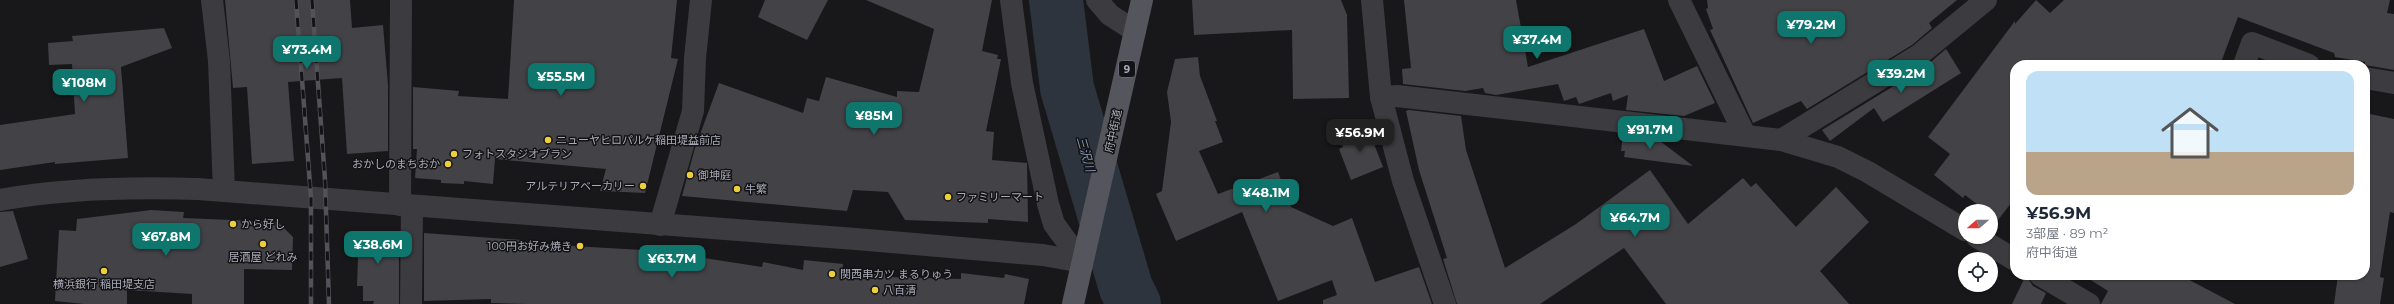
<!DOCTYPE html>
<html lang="ja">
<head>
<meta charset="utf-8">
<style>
	:root { --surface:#fff; --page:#f6f6f7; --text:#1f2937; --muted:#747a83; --line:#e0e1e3; --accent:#0f766e }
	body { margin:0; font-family:Montserrat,"Noto Sans JP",sans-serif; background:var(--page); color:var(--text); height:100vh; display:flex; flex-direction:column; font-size:15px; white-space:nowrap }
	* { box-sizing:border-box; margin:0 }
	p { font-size:13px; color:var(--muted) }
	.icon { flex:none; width:22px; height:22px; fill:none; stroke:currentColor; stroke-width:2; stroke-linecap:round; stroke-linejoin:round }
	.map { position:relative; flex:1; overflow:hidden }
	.drawer { position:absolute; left:2010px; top:60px; width:360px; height:220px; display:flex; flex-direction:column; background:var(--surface); border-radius:16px; box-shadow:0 1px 3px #0004 }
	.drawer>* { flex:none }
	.needle { width:26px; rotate:250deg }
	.fabs { position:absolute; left:1958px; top:204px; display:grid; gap:8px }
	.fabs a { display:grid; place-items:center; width:40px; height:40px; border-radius:50%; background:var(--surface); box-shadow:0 1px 3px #0004; font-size:20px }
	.price { position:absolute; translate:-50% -34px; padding:0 9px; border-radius:8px; background:var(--accent); color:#fff; font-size:13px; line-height:26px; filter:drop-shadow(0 1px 2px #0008) }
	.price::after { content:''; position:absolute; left:50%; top:24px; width:12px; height:9px; margin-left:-6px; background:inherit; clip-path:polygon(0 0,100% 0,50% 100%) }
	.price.active { background:#222; color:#fff }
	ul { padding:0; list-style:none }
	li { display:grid; align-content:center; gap:8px; height:212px; padding:0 16px }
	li+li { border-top:1px solid var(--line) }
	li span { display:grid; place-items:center; height:124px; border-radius:12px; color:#555 }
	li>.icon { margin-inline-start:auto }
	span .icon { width:72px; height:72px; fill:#fffc; stroke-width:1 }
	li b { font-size:17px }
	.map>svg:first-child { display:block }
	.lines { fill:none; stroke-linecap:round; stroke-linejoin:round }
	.river { stroke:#2e343d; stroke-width:54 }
	.building { fill:#424247 }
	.minor { stroke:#3b3b40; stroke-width:22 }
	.major { stroke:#55555d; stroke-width:22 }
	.rail-casing { stroke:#525259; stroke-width:4.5 }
	.rail { stroke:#131315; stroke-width:3; stroke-dasharray:9; stroke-linecap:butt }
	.poi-dot { fill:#eccf3d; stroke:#131315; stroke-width:1.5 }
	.labels { text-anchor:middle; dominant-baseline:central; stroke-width:3; stroke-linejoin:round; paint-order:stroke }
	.shield { fill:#131315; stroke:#7d7e88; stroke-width:1 }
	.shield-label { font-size:10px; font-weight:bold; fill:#aaacb9 }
	.street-label { font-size:11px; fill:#aaacb9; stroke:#131315 }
	.poi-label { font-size:11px; fill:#aaacb9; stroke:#131315; text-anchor:start }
	.water-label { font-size:12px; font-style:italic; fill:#8394b3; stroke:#131315 }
</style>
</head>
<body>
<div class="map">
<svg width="2394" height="304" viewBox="0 0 2394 304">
	<rect width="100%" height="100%" fill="#18181a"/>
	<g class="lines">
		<polyline class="river" points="1056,0 1067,88 1126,288 1134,304"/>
	</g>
	<g class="building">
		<polygon points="225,0 350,0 352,28 383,25 388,85 388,151 347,154 342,78 288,82 294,161 252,164 247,87 233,88"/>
		<polygon points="514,0 677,0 671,58 678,59 645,193 600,191 606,169 495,159 493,184 464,181 464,184 441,183 441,180 415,178 417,149 413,149 413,87 459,91 458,96 508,99"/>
		<polygon points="765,0 828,0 807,40 758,17"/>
		<polygon points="866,0 992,0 982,51 998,55 997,59 1001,59 986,131 994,132 992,160 1027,163 1028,222 988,219 988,223 905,220 888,192 853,190 847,211 682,196 695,148 719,83 803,113 807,98 819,101 826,77 897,97 897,91 919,92 934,29"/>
		<polygon points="1192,0 1341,0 1347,15 1349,98 1293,99 1292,30 1194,35"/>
		<polygon points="1404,0 1516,0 1528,67 1644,29 1664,81 1697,66 1715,103 1684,116 1626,110 1628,95 1613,101 1611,93 1579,104 1576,97 1564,101 1558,84 1496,95 1485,93 1483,88 1465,91 1403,84 1402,69 1411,68"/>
		<polygon points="1707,0 1957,0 1929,23 1932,28 1912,45 1807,109 1801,101 1753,123 1710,30 1713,29 1706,9 1708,8"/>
		<polygon points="2036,0 2050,13 2064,0 2390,0 2387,13 2394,14 2394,70 2365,65 2365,62 2335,57 2334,53 2238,17 2220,65 2015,65 2015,198 1998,220 1991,215 1991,211 1986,211 1965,195 1963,198 1934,175 1950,154 1928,137 2015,21 2015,24"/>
		<polygon points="164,28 172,48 121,67 128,158 55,164 55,162 0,170 0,125 75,114 72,64 49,65 48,43 73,41 72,36"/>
		<polygon points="1946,49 1961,73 1883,122 1874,108 1830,141 1822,130 1926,66"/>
		<polygon points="1198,57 1200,76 1217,121 1215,121 1223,142 1199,151 1218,194 1278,172 1291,207 1333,226 1352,218 1375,282 1419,267 1432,304 1323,304 1323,300 1337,295 1332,280 1278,301 1242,212 1176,241 1156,194 1162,191 1171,122 1167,92 1175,59"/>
		<polygon points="1409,110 1461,116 1466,150 1505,268 1576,224 1650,170 1688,224 1743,178 1751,187 1756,183 1796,227 1836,187 1869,222 1820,271 1849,304 1666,304 1624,248 1540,304 1457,304 1443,259 1447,258 1419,170 1406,111"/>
		<polygon points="2365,113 2394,119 2394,213 2390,212 2380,277 2384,278 2380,304 2334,304 2338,275 2365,275"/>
		<polygon points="1367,126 1383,167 1351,180 1339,149 1343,147 1339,137"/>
		<polygon points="1623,134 1656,138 1693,166 1624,157 1625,151 1621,151"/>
		<polygon points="151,210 184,212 183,218 278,222 293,237 292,270 244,269 244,304 192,304 192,294 127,290 127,304 84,304 55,301 59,230 76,231 77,219"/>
		<polygon points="13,211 28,259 0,267 0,212"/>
		<polygon points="352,231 399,232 399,304 373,304 374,301 363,301 363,286 357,286 358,256 352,256"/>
		<polygon points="424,233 522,240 522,243 659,251 762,267 763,262 803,270 804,260 843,264 842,277 885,273 885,277 961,279 961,273 1004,278 1005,274 1029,279 1024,304 528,304 491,303 491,299 424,301"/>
		<polygon points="2026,275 2033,286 2046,293 2041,304 2012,304"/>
		<polygon points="2083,275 2180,275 2235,304 2101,304 2108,291"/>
	</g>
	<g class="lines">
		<g class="minor">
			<polyline points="212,0 219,61 224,191"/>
			<polyline points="1011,0 1022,83 1048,204 1054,224 1082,262"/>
			<polyline points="1097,0 1110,15 1135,31"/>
			<polyline points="1372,0 1381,97 1403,181 1445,304"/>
			<polyline points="1679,0 1745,135"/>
			<polyline points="2244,65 2252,43 2309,65"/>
			<polyline points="2365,78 2394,83"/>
			<polyline points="1381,97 1397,96 1781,140 1838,157 1868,172 1965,230"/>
			<polyline points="1781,140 1919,55 1986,0"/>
			<path d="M 0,200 C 65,188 132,187 198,189 L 856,239 L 1043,255 L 1082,262"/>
			<polyline points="400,205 401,0"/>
			<polyline points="660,225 693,111 695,58 701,0"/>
			<polyline points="1977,237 2015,260"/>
			<polyline points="2040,275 2089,304"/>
			<polyline points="411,304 412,206"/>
		</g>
		<polyline class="major" points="1073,304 1142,0"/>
		<g class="rail-casing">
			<g id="rail">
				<polyline points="296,0 311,198 311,304"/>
				<polyline points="312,0 325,180 329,304"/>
			</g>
		</g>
		<use href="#rail" class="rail"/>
	</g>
	<g class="poi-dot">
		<circle cx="548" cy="140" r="4"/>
		<circle cx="454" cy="154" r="4"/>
		<circle cx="448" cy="164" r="4"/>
		<circle cx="690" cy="175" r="4"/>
		<circle cx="643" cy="186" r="4"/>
		<circle cx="737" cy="189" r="4"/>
		<circle cx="948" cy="197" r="4"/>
		<circle cx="233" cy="224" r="4"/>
		<circle cx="263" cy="244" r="4"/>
		<circle cx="580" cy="246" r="4"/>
		<circle cx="104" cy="271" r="4"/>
		<circle cx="832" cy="274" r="4"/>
		<circle cx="875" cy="290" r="4"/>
	</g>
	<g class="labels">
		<rect class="shield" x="1119" y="61" width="16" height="16" rx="3"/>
		<g class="shield-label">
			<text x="1127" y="69">9</text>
		</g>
		<g class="street-label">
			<text transform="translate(1113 131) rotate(-78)">府中街道</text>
		</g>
		<g class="poi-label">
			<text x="556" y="140">ニューヤヒロパルケ稲田堤益前店</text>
			<text x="462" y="154">フォトスタジオブラン</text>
			<text x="440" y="164" text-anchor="end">おかしのまちおか</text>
			<text x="698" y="175">御坤庭</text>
			<text x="635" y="186" text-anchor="end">アルテリアベーカリー</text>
			<text x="745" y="189">牛繁</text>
			<text x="956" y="197">ファミリーマート</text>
			<text x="241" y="224">から好し</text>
			<text x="572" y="246" text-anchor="end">100円お好み焼き</text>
			<text x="263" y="257" text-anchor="middle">居酒屋 どれみ</text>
			<text x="840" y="274">関西串カツ まるりゅう</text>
			<text x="104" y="284" text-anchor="middle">横浜銀行 稲田堤支店</text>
			<text x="883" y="290">八百清</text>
		</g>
		<g class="water-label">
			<text transform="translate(1086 154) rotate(74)">三沢川</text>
		</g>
	</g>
</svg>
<div class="fabs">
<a><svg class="needle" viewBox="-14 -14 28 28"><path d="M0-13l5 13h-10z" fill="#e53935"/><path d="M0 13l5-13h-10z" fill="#747a83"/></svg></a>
<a><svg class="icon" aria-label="locate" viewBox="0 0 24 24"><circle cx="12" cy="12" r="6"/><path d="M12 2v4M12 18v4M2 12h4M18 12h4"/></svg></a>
</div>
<b class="price" style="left:1811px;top:45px">¥79.2M</b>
<b class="price" style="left:1537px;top:60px">¥37.4M</b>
<b class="price" style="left:307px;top:70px">¥73.4M</b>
<b class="price" style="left:1901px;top:94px">¥39.2M</b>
<b class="price" style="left:561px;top:97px">¥55.5M</b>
<b class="price" style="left:84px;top:103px">¥108M</b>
<b class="price" style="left:874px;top:136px">¥85M</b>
<b class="price" style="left:1650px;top:150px">¥91.7M</b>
<b class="price active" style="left:1360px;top:153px">¥56.9M</b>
<b class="price" style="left:1266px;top:213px">¥48.1M</b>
<b class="price" style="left:1635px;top:238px">¥64.7M</b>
<b class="price" style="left:166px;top:257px">¥67.8M</b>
<b class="price" style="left:378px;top:265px">¥38.6M</b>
<b class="price" style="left:672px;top:279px">¥63.7M</b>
<section class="drawer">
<ul>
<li><span style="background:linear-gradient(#bfe0f5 65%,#b9a48a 0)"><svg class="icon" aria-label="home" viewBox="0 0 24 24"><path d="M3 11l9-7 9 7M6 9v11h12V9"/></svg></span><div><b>¥56.9M</b><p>3部屋 · 89 m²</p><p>府中街道</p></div></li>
</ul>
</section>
</div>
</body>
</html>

----------------

The problem - For every line of the data above that contains "padding", copy that line.

Answer to the exercise -
	.price { position:absolute; translate:-50% -34px; padding:0 9px; border-radius:8px; background:var(--accent); color:#fff; font-size:13px; line-height:26px; filter:drop-shadow(0 1px 2px #0008) }
	ul { padding:0; list-style:none }
	li { display:grid; align-content:center; gap:8px; height:212px; padding:0 16px }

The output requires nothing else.